**Prompt:**
From the records below, state how many lines include the word "strokeStyle", giving only that number.

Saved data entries

- - -

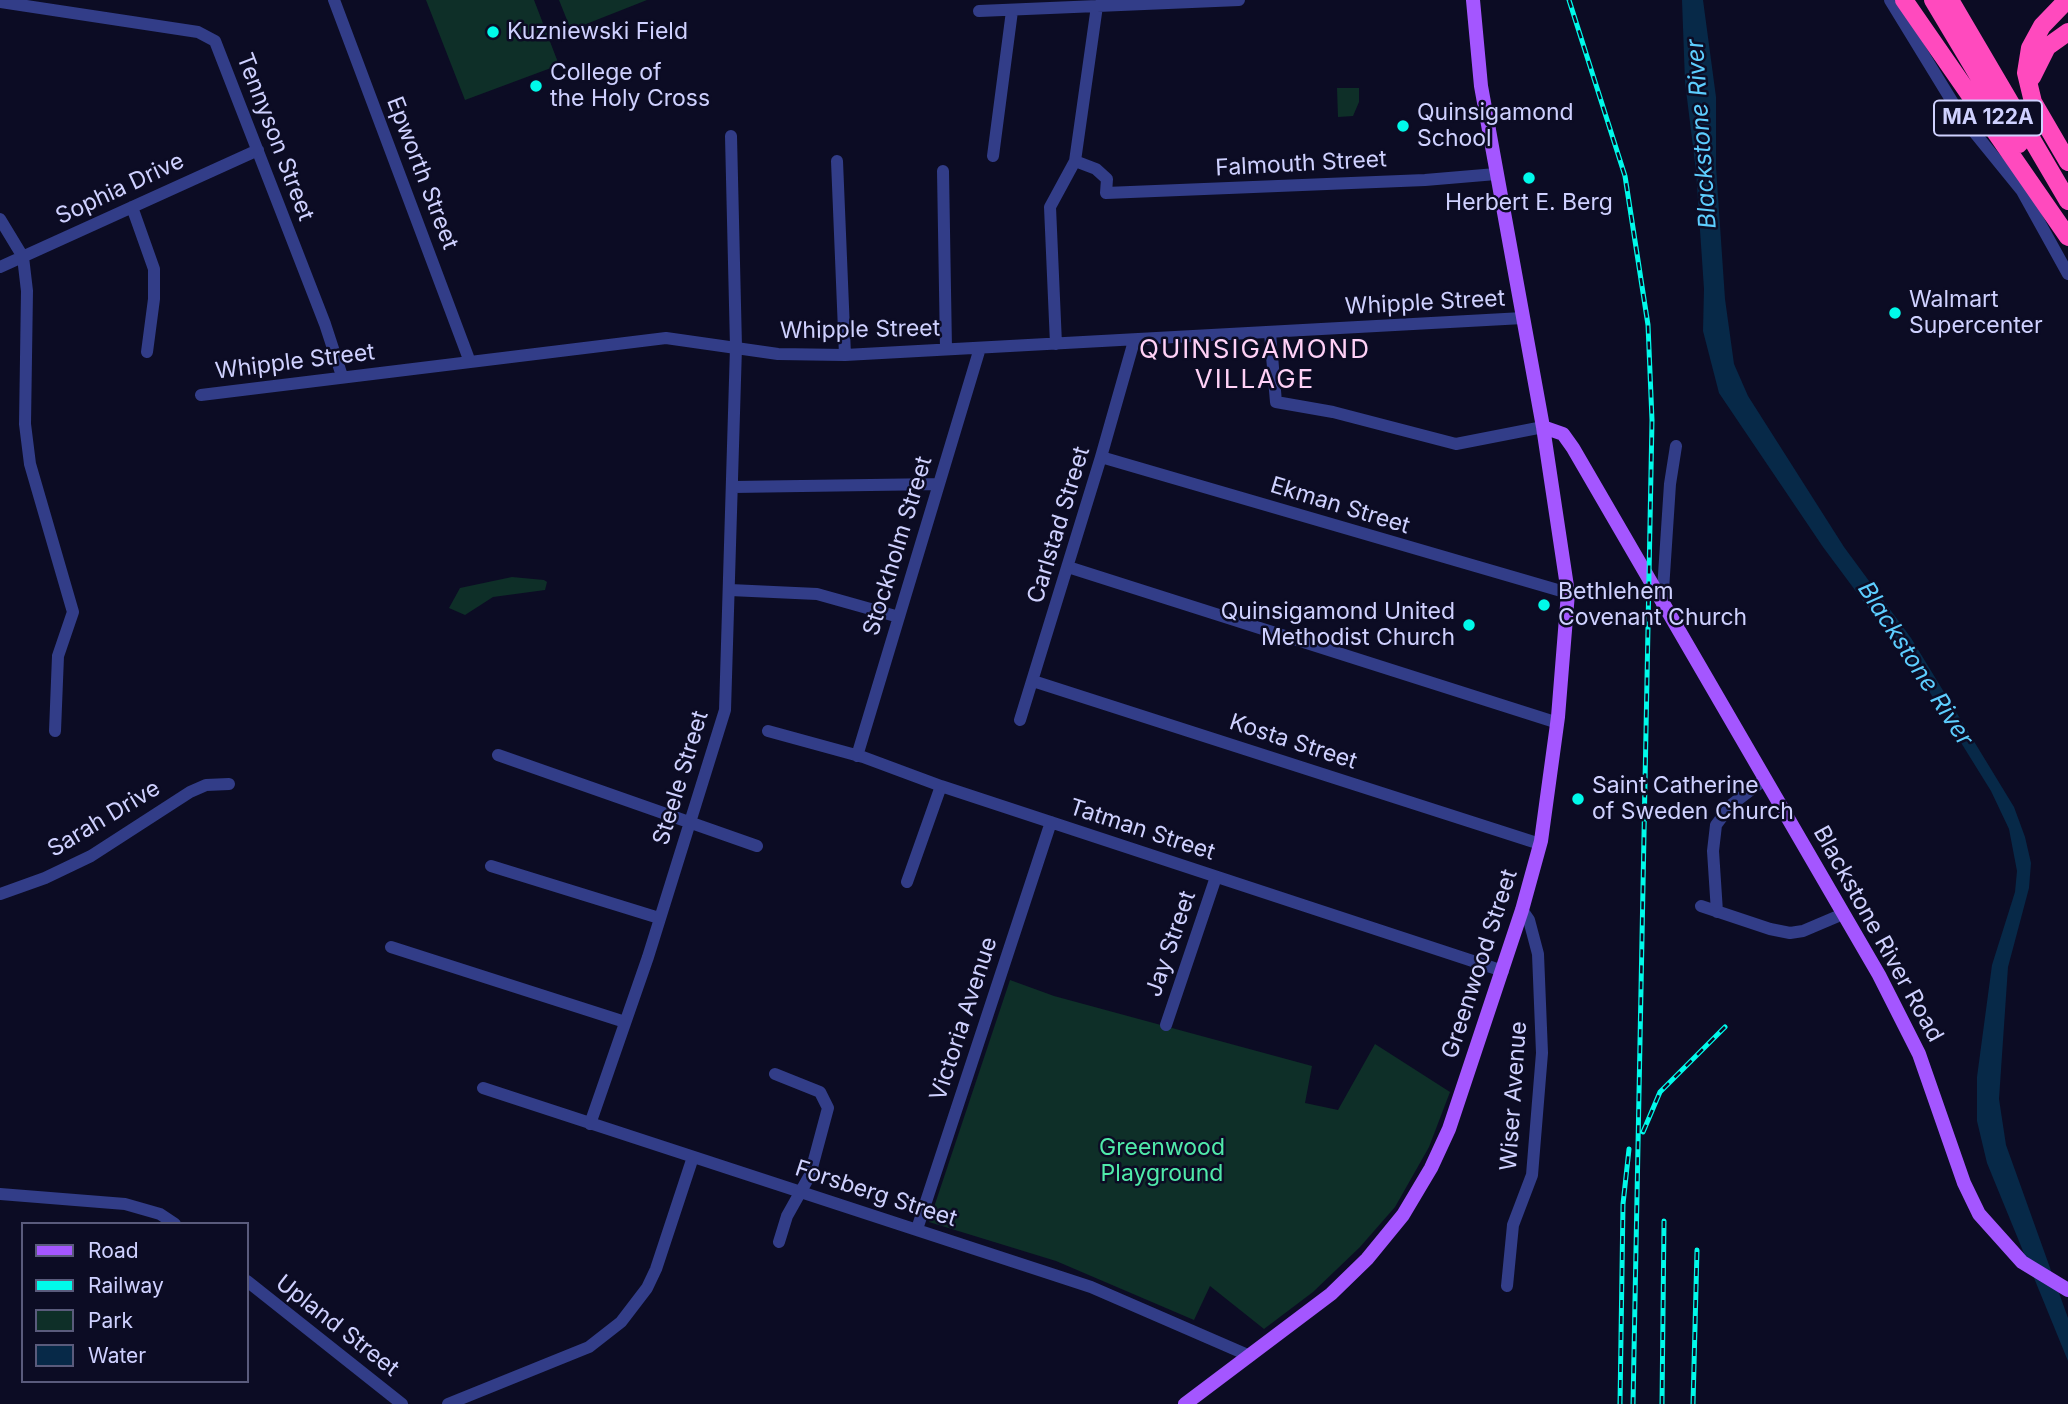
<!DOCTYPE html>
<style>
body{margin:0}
#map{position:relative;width:2068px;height:1404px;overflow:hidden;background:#0c0c24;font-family:Inter,sans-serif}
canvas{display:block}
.legend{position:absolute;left:21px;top:1222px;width:228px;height:161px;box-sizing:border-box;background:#0c0c24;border:2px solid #5a5b7c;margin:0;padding:9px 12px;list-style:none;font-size:21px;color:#cfd1ff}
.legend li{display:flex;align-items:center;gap:14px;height:35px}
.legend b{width:35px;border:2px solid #5a5b7c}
</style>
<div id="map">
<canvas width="2068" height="1404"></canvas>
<ul class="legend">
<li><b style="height:9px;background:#a456ff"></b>Road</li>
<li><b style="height:9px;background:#00faea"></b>Railway</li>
<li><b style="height:19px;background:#0e2f28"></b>Park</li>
<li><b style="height:19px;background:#072948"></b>Water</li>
</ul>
</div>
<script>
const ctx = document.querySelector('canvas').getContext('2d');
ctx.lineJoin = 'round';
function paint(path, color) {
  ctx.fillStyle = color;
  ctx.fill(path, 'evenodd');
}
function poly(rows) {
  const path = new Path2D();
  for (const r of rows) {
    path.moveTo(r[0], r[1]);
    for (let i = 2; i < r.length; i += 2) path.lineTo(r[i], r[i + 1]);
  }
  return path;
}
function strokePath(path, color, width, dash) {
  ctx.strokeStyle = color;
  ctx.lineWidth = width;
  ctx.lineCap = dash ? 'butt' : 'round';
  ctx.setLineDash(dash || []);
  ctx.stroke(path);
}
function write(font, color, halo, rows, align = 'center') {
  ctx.font = font + ' Inter,sans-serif';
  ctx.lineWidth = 5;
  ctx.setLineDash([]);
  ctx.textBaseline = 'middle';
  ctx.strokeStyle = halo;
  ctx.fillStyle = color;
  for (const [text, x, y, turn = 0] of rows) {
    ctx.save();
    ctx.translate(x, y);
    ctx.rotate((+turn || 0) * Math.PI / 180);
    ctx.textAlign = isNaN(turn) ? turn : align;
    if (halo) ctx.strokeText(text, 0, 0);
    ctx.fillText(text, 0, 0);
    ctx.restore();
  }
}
paint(poly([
 [426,0,534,0,559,65,465,100],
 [559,0,647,0,571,30],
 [1337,88,1359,88,1359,102,1353,116,1338,117],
 [512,577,544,580,547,582,545,590,493,597,465,615,449,608,460,588],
 [1010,980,1054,996,1312,1066,1305,1103,1338,1110,1375,1044,1450,1092,1429,1147,1395,1207,1360,1247,1313,1292,1264,1329,1210,1286,1194,1320,1056,1261,929,1222]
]), '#0e2f28');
paint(poly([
 [1682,0,1703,0,1716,97,1716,167,1725,299,1734,364,1748,396,1844,547,1911,638,2014,807,2025,837,2031,863,2029,888,2008,967,1999,1099,2006,1145,2068,1318,2068,1361,1987,1163,1977,1121,1977,1077,1992,965,2015,892,2017,871,2009,829,1991,791,1924,683,1823,547,1719,393,1703,331,1704,289,1696,171,1685,82]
]), '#072948');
strokePath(poly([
 [334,0,470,362],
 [1890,0,1961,116,2022,191,2068,274],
 [0,2,198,32,215,41,325,324,342,376],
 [979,11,1239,0],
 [993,156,1012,11],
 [837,161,845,355],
 [1075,161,1096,169,1107,179,1106,193,1425,180,1496,174],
 [943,171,946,349],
 [132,207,154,269,154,299,147,352],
 [0,219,23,257,27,291,25,424,30,464,73,612,58,656,55,731],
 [0,267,258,150],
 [1270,333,1276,402,1333,412,1456,444,1543,427],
 [1056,344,1050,207,1075,161,1097,6],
 [201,395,666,338,778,354,845,355,1523,318],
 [1101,457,1568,593],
 [733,487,939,484],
 [1068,567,1558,723],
 [730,590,817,594,899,617],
 [1662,605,1670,484,1676,446],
 [1033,681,1540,844],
 [1020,720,1101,457,1134,341],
 [768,731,863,757,941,786,1503,971],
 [498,755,757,846],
 [857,756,980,348],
 [491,866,659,918],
 [907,882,941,786],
 [0,894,45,878,91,856,190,792,206,785,229,784],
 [1701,906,1770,929,1790,933,1803,931,1843,914],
 [1717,912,1713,851,1716,825,1731,805,1764,780],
 [391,947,625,1022],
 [1166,1025,1216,877],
 [775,1074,820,1092,828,1108,810,1175,787,1216,779,1242],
 [483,1088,1091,1287,1250,1356],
 [590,1124,648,957,725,710,736,347,731,136],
 [0,1194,125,1204,160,1214,175,1224],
 [917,1229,1051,822],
 [247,1281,402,1404],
 [1507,1286,1513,1225,1532,1175,1542,1053,1538,954,1529,920,1522,910],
 [448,1404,589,1347,621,1322,647,1288,656,1269,693,1157]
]), '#323d88', 12);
strokePath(poly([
 [1543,427,1563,434,1573,448,1879,975,1919,1054,1964,1183,1979,1214,2022,1262,2068,1290],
 [1185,1404,1331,1294,1367,1259,1403,1215,1431,1168,1449,1129,1522,910,1541,841,1558,717,1568,593,1543,427,1481,86,1473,0]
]), '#a456ff', 14);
strokePath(poly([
 [1904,0,2068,237],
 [1933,0,2019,144],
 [1950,0,2068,201],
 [2067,0,2042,26,2030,48,2026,73,2033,102,2068,162],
 [2032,77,2047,47,2068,32]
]), '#ff4abe', 18);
const rail = poly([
 [1569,0,1625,176,1648,325,1652,420,1633,1404],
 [1643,1132,1660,1092,1725,1027],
 [1620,1404,1623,1204,1629,1149],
 [1662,1404,1664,1221],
 [1693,1404,1697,1250]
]);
strokePath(rail, '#00faea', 5);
strokePath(rail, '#0c0c24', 2.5, [8]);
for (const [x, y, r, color] of [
 [493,32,7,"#00faea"],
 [536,86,7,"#00faea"],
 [1403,126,7,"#00faea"],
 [1529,178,7,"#00faea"],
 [1895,313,7,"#00faea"],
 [1544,605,7,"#00faea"],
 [1469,625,7,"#00faea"],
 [1578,799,7,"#00faea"]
]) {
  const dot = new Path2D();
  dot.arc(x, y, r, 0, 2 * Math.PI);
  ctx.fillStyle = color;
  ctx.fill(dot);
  strokePath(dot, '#0c0c24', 2.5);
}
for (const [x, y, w] of [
 [1988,118,108]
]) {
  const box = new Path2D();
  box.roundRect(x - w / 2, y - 17.5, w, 35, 5);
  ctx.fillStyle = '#0c0c24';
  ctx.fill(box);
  strokePath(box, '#cfd1ff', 2);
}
write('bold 21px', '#cfd1ff', null, [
 ["MA 122A",1988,118]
]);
write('23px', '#cfd1ff', '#0c0c24', [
 ["Kuzniewski Field",507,32],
 ["College of",550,73],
 ["the Holy Cross",550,99],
 ["Quinsigamond",1417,113],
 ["School",1417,139],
 ["Herbert E. Berg",1529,203,"center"],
 ["Walmart",1909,300],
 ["Supercenter",1909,326],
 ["Bethlehem",1558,592],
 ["Covenant Church",1558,618],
 ["Quinsigamond United",1455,612,"right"],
 ["Methodist Church",1455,638,"right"],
 ["Saint Catherine",1592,786],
 ["of Sweden Church",1592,812]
], 'left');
write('23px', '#cfd1ff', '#0c0c24', [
 ["Tennyson Street",275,137,69],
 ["Falmouth Street",1301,164,-3],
 ["Epworth Street",422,173,69],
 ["Sophia Drive",120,189,-25],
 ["Whipple Street",1425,303,-3],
 ["Whipple Street",860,330,-1],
 ["Whipple Street",295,362,-7],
 ["Ekman Street",1340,506,17],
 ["Carlstad Street",1059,525,-73],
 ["Stockholm Street",898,546,-73],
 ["Kosta Street",1293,742,18],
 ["Steele Street",681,778,-73],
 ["Sarah Drive",104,819,-31],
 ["Tatman Street",1142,830,18],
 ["Blackstone River Road",1878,934,61],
 ["Jay Street",1171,944,-71],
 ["Greenwood Street",1480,964,-72],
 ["Victoria Avenue",964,1019,-72],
 ["Wiser Avenue",1514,1096,-86],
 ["Forsberg Street",876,1194,18],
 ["Upland Street",337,1326,38]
]);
write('23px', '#50eaaa', '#0c0c24', [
 ["Greenwood",1162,1148],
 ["Playground",1162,1174]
]);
write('italic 24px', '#5dceff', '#0c0c24', [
 ["Blackstone River",1702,134,-94],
 ["Blackstone River",1915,664,57]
]);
ctx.letterSpacing = '2px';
write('26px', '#ffd1f6', '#0c0c24', [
 ["QUINSIGAMOND",1255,350],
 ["VILLAGE",1255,380]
]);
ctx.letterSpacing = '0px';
</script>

- - -

**Response area:**
2